What the task asks: Below are records; copy exactly the line containing "Map reading. Serialize" and every line after it, through the last.

(Stored data entries)
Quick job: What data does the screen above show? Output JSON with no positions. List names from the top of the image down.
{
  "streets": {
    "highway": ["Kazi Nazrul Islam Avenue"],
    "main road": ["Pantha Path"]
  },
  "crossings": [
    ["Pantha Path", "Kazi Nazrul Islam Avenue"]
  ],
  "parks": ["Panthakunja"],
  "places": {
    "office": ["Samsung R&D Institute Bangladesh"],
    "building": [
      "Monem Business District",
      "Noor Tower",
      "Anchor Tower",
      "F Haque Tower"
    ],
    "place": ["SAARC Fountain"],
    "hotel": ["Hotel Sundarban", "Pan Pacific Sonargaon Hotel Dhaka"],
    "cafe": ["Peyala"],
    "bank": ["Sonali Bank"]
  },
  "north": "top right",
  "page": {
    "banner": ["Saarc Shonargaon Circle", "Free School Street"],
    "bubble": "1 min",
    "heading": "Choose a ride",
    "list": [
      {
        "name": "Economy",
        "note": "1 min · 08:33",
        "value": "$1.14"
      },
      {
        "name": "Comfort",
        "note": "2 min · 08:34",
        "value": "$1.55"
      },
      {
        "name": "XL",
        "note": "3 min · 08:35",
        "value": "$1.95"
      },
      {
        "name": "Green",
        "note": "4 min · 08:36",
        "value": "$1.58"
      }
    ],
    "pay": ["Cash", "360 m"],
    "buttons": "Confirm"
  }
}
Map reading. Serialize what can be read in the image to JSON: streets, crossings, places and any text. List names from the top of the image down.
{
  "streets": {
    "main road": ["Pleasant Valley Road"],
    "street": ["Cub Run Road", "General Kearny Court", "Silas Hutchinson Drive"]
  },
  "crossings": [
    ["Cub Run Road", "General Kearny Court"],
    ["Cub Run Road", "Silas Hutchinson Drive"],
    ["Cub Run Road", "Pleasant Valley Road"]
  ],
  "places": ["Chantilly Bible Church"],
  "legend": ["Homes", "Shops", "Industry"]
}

Problem solution:
Map reading. Serialize what can be read in the image to JSON: streets, crossings, places and any text. List names from the top of the image down.
{
  "streets": {
    "main road": ["Pleasant Valley Road"],
    "street": ["Cub Run Road", "General Kearny Court", "Silas Hutchinson Drive"]
  },
  "crossings": [
    ["Cub Run Road", "General Kearny Court"],
    ["Cub Run Road", "Silas Hutchinson Drive"],
    ["Cub Run Road", "Pleasant Valley Road"]
  ],
  "places": ["Chantilly Bible Church"],
  "legend": ["Homes", "Shops", "Industry"]
}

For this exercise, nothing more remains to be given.